### [Work to complete]
Report every line from the material that contains the word "position".

### [Dataset records]
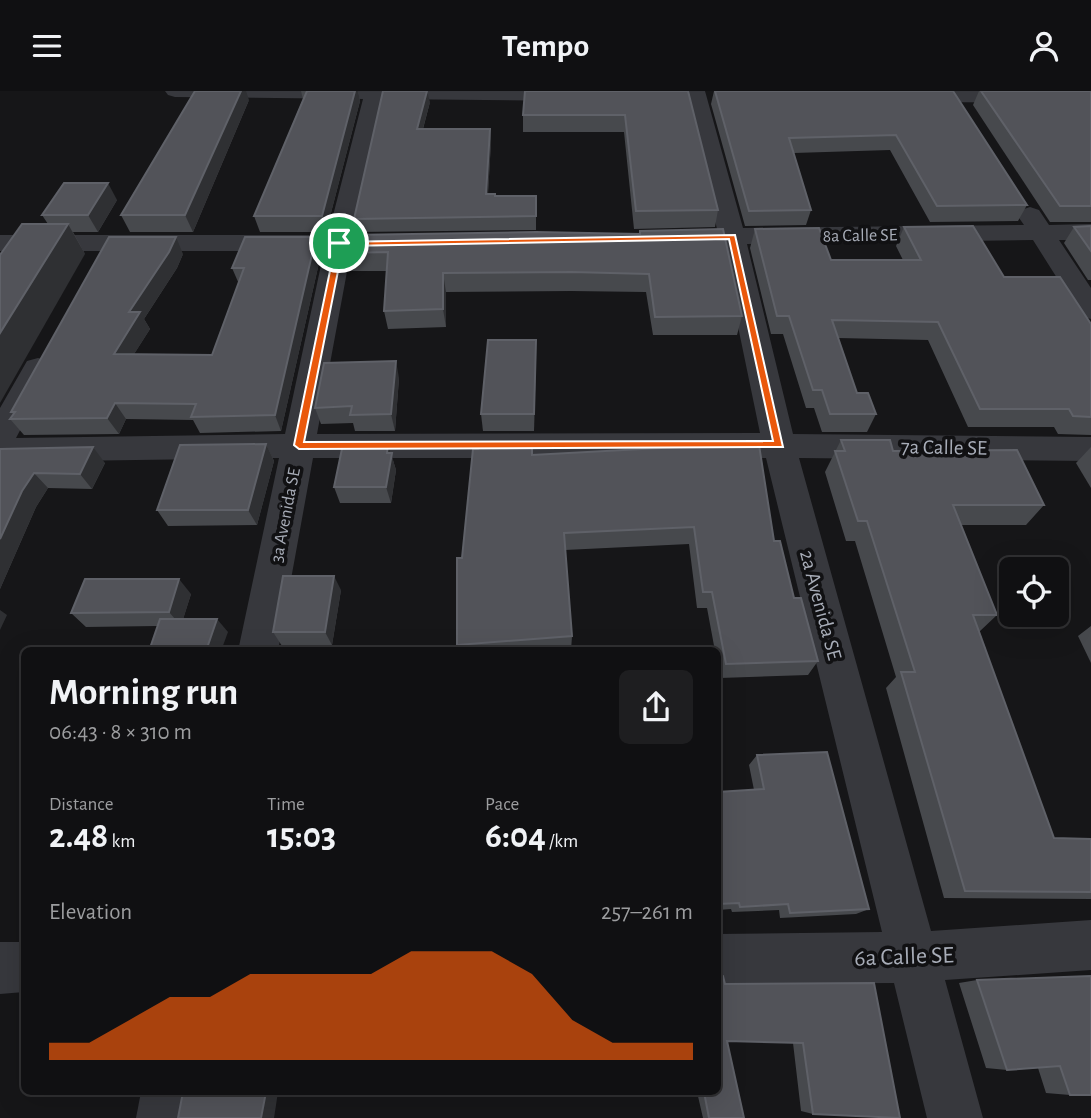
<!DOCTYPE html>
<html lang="en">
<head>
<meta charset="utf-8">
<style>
  body { margin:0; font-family:"Alegreya Sans",sans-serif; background:#1e1e20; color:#f1f3f6; height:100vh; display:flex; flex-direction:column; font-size:26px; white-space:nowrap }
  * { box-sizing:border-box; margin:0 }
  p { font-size:23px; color:#9c9d9f }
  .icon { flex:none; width:38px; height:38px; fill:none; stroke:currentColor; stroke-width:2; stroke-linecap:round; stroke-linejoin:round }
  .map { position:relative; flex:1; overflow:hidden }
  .details { position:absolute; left:21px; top:556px; width:700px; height:448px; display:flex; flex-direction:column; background:#101012; border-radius:10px; box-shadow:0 7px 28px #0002,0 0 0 2px #303032 }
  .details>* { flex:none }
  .tools { position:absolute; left:999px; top:466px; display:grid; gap:14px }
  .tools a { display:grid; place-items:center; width:70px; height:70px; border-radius:10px; background:#101012; box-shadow:0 7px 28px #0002,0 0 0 2px #303032; font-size:35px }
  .pin { position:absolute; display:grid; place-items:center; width:60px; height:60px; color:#fff; margin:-30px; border:4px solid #fff; border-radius:50%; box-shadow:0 2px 7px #0007 }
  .round { display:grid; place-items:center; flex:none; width:74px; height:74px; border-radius:10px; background:#1e1e20 }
  .head { display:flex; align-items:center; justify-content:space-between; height:119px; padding:0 28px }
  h1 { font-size:38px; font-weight:600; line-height:52px }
  .stats { display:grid; grid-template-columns:repeat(3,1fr); gap:10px; height:119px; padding:7px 28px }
  .stats div { display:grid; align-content:center }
  .stats b { font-size:35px; font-weight:600 }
  .stats small { font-size:19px; font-weight:400 }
  .stats p { font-size:19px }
  .chart { height:196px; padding:14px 28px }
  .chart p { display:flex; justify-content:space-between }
  .chart svg { width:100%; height:126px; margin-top:7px; fill:#ea580c; opacity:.7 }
  header { display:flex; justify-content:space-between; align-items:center; height:91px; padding:0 28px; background:#101012; font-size:32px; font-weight:600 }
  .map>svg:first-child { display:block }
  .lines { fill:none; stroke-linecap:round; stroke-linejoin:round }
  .street { fill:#37383d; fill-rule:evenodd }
  .wall { fill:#47494d }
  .shaded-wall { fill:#2f3033 }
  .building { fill:#525359; stroke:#5f6168; stroke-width:2 }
  .route { fill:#ea580c; stroke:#fff; stroke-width:2; fill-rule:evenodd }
  .labels { text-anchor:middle; stroke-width:7; stroke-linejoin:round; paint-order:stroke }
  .far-street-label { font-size:18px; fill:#a8adb8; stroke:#111113 }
  .street-label { font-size:21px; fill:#a8adb8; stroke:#111113 }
  .near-street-label { font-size:24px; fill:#a8adb8; stroke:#111113 }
</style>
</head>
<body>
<header><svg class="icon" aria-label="menu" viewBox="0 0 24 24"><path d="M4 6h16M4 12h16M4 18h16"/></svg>Tempo<svg class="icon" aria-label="person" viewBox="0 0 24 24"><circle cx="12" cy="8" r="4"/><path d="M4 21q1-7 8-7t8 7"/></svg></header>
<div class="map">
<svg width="1091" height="1027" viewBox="0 0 1091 1027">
  <rect width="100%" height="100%" fill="#161618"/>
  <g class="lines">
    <g class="street">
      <polygon points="165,0 586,0 588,4 585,8 578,10 384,8 354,144 408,145 412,151 408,157 351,159 317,343 760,342 721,153 664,151 660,146 664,141 717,138 685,0 705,0 743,137 1024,134 1017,124 1021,119 1030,116 1039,119 1049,134 1091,133 1091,149 1059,149 1091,197 1091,228 1081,225 1033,149 747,153 793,343 1091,346 1091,370 799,367 931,840 1091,829 1091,879 945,889 983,1027 927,1027 894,892 718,893 718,843 882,841 766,367 313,367 278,560 238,560 279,367 0,371 0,317 27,270 38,267 49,270 53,277 16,347 285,343 324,160 0,160 0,144 328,144 363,8 175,6 168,4"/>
      <polygon points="1091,0 1091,12 904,11 897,9 893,5 899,0"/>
      <polygon points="0,851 24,851 24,901 0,903"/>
      <polygon points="141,1001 197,1001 192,1027 136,1027"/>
    </g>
  </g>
  <g class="wall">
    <polygon points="301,0 358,0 360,10 326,141 260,141 254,125 303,8"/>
    <polygon points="688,0 718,119 715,136 634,138 624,41 523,41 523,24"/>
    <polygon points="714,0 953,0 1027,114 1018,130 930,131 890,59 794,62 811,119 806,134 745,135 711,13"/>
    <polygon points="979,0 1091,0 1091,131 1050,131 973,14"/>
    <polygon points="249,9 193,141 130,141 121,124"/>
    <polygon points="430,11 423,38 490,38 491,51 488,103 495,105 536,105 536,139 357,141 354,128"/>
    <polygon points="117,109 98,141 73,141 85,163 48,133 42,124"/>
    <polygon points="1091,135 1091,189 1088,189 1064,152 1074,136"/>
    <polygon points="904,136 1004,186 1091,233 1091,344 1058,343 1054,336 968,336 928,249 838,247 857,302 876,323 867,341 822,341 814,317 806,317 783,243 771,243 750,157 755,138 831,169 903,169 896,155"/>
    <polygon points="640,140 742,225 737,244 653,244 646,201 571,200 446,201 446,236 388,238 384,220 387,180 350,180 345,162 639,143"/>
    <polygon points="316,146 321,163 281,340 200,342 193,329 126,328 119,343 24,344 10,328 13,323 11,321 183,163 177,177 144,228 150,238 134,263 212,264 239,193 232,177"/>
    <polygon points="536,266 534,340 483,340 481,323"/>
    <polygon points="399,287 395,340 355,340 353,332 321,333 315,317"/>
    <polygon points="841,349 893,360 1044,414 1026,434 961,434 997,524 979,541 1054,747 1091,748 1091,808 944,807 886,597 896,586 855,450 846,450 825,381"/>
    <polygon points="698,352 774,450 794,507 818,570 808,584 720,587 718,575 718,560 715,560 707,517 697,517 689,453 565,459 572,545 571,560 458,560 457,554 462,467 533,364 697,355"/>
    <polygon points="266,353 274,370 257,434 168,435 157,419"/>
    <polygon points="388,353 396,379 391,412 340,412 334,396"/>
    <polygon points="1091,356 1091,397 1076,372"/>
    <polygon points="0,358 105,372 92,398 48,397 36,416 0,498"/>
    <polygon points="341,499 332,554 282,555 273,541"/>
    <polygon points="191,503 183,528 228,541 157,535 86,536 71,522"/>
    <polygon points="1091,535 1091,572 1078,545"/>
    <polygon points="757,664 869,818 856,823 780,827 779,819 732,821 731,818 718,819 718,701 754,699 749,674"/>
    <polygon points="1091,885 1070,1004 1046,1002 1038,977 1007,979 986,977 959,892 977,889"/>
    <polygon points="874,892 813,1023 801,1020 793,952 727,950 744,1027 703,1027 697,1001 718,1001 725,893"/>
  </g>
  <g class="shaded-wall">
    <polygon points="241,0 246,0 249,9 193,141 185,124"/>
    <polygon points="355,0 358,0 360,10 326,141 322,125"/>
    <polygon points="427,0 430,11 419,52 417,38"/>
    <polygon points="490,38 491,51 487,116 486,103"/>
    <polygon points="108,92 117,109 98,141 88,124"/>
    <polygon points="68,133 85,163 0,312 0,242"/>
    <polygon points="176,146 183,163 177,177 144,228 150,238 124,279 114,263 129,221"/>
    <polygon points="316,146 321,163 281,340 275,324"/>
    <polygon points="443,182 446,201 446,236 443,218"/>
    <polygon points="536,249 536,266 534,340 534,323"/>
    <polygon points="396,270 399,287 395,340 391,323"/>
    <polygon points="115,312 126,328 119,343 107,327"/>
    <polygon points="266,353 274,370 257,434 248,419"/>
    <polygon points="388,353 396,379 391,412 386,396"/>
    <polygon points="93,356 105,372 92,398 80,383"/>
    <polygon points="34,382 48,397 36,416 0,498 0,448 22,400"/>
    <polygon points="334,485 341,499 332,554 325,541"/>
    <polygon points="179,488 191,503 181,535 169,521"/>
    <polygon points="0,519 7,524 0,539"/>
    <polygon points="217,528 228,541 221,560 206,560"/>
    <polygon points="266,1001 278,1001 274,1027 261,1027"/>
  </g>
  <g class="building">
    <polygon points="195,0 241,0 185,124 121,124"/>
    <polygon points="307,0 355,0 322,125 254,125"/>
    <polygon points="383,0 427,0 417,38 490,38 486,103 495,103 495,105 536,105 536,125 354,128"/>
    <polygon points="525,0 688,0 718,119 636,120 625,24 523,24"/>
    <polygon points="715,0 953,0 1027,114 937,115 896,44 789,47 811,119 749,120"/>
    <polygon points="981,0 1091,0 1091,115 1060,115"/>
    <polygon points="64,92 108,92 88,124 42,124"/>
    <polygon points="22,133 68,133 0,242 0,164"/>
    <polygon points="973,135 1004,186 1060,186 1091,233 1091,326 1073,325 1069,318 980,318 938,231 832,229 857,302 868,302 876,323 830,323 822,299 813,299 789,225 777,225 755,138 819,137 831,169 921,169 904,136"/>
    <polygon points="1091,135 1091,160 1074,136"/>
    <polygon points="723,138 742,225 655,226 649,183 572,181 443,182 443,218 384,220 388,161 345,162 349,144 536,141 640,143 640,140"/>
    <polygon points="109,146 176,146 169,161 129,221 140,221 114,263 212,264 244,177 232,177 245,146 316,146 275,324 191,326 196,313 115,312 107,327 10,328 15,321 11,321"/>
    <polygon points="488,249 536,249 534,323 481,323"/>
    <polygon points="396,270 391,323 350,324 352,315 315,317 324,272"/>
    <polygon points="841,349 890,349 893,360 1017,359 1044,414 953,414 997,524 973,524 1054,747 1091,748 1091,801 965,800 901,581 915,581 867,430 858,430 835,360 845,360"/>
    <polygon points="479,351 532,351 532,364 698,355 698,352 759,354 774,450 780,450 794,507 801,507 818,570 726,573 712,501 703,501 694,436 564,442 572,545 457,554 457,467 462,467 473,358 478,358"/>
    <polygon points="266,353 248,419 157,419 180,354"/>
    <polygon points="343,353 388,353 387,362 392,362 386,396 334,396"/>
    <polygon points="93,356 80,383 34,382 22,400 0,448 0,358"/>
    <polygon points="283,485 334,485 325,541 273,541"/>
    <polygon points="85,488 179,488 169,521 71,522"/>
    <polygon points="160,528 217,528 206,560 149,560"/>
    <polygon points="827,661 869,818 790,822 788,813 740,816 739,812 718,813 718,701 764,698 757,664"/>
    <polygon points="718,884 723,885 725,893 874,892 900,1027 813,1023 803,952 727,950 744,1027 709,1027 704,1001 718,1001"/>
    <polygon points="1091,885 1091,1004 1070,1004 1060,975 1007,979 977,889"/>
    <polygon points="183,1001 266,1001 261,1027 178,1027"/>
  </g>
  <path class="route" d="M 735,144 L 783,356 L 299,358 L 294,354 L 336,151 ZM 729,148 L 773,350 L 304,351 L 343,155 Z"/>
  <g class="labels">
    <g class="far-street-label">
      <text transform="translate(860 144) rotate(-1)" y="6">8a Calle SE</text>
      <text transform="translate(285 424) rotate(-79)" y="6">3a Avenida SE</text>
    </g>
    <g class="street-label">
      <text transform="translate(944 356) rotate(1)" y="7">7a Calle SE</text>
      <text transform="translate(821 514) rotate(75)" y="7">2a Avenida SE</text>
    </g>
    <g class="near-street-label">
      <text transform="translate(904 865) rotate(-2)" y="8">6a Calle SE</text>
    </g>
  </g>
</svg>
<div class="tools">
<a><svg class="icon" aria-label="locate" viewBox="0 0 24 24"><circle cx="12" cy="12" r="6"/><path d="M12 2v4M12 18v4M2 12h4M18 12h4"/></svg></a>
</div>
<div class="pin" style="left:339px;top:152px;background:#1e9e55"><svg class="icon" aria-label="arrive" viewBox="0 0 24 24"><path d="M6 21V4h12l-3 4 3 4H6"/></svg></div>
<section class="details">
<div class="head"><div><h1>Morning run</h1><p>06:43 · 8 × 310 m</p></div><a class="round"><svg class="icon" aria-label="share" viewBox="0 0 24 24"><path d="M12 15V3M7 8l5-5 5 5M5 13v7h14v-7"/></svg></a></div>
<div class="stats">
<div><p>Distance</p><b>2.48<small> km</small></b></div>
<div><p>Time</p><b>15:03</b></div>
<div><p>Pace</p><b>6:04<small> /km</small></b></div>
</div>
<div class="chart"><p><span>Elevation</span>257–261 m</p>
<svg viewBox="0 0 160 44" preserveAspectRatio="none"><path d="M0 44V38L10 38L20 30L30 22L40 22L50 14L60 14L70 14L80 14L90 6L100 6L110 6L120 14L130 30L140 38L150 38L160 38V44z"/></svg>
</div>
</section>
</div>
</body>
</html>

### [Output]
  .map { position:relative; flex:1; overflow:hidden }
  .details { position:absolute; left:21px; top:556px; width:700px; height:448px; display:flex; flex-direction:column; background:#101012; border-radius:10px; box-shadow:0 7px 28px #0002,0 0 0 2px #303032 }
  .tools { position:absolute; left:999px; top:466px; display:grid; gap:14px }
  .pin { position:absolute; display:grid; place-items:center; width:60px; height:60px; color:#fff; margin:-30px; border:4px solid #fff; border-radius:50%; box-shadow:0 2px 7px #0007 }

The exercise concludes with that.